Entries supplied below:

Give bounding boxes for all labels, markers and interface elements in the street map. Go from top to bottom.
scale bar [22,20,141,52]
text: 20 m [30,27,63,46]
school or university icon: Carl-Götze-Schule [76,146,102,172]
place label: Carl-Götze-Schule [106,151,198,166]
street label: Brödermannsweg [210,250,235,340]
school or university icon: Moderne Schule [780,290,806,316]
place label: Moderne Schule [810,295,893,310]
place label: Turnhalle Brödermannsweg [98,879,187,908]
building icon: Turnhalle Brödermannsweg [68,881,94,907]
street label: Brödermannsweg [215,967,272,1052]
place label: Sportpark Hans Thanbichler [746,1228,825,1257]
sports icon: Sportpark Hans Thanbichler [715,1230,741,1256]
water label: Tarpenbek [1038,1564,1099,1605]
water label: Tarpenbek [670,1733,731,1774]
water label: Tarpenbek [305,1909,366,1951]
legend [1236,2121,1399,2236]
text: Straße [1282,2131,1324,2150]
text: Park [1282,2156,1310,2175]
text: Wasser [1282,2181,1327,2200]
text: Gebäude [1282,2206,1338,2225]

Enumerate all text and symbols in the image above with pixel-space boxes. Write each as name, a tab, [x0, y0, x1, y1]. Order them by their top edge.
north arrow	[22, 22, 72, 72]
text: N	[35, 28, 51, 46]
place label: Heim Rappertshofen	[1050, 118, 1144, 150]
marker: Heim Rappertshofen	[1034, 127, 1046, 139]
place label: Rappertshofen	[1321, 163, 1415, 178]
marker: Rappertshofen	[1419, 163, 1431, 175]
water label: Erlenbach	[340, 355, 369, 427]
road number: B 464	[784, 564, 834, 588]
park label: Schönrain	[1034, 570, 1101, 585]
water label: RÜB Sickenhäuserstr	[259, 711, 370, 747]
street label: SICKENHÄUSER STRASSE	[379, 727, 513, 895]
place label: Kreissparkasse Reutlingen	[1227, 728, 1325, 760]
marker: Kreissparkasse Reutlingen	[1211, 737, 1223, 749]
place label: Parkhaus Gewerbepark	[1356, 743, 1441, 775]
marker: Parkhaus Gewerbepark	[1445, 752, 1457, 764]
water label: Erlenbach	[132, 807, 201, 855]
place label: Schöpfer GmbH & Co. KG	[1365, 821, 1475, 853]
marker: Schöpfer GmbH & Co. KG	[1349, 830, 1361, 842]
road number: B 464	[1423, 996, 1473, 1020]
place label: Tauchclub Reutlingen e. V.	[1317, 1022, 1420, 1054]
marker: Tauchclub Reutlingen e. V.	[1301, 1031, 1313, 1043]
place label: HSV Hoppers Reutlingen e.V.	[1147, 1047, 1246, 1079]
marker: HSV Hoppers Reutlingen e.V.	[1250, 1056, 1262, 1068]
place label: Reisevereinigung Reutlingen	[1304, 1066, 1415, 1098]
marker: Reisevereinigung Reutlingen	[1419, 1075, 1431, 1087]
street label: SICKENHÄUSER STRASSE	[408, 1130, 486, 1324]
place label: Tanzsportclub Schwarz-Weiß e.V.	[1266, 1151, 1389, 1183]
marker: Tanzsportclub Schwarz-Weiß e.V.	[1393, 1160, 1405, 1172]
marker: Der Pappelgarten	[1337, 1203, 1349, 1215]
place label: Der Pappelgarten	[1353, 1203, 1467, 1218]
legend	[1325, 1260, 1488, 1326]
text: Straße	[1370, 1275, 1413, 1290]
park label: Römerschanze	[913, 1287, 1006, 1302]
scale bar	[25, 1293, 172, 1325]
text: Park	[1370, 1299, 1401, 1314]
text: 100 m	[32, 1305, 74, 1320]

End of Entries supplied.

## Your instructions:
Every line above that holds the word "Pappelgarten" needs to be copied.

## Task solution:
marker: Der Pappelgarten	[1337, 1203, 1349, 1215]
place label: Der Pappelgarten	[1353, 1203, 1467, 1218]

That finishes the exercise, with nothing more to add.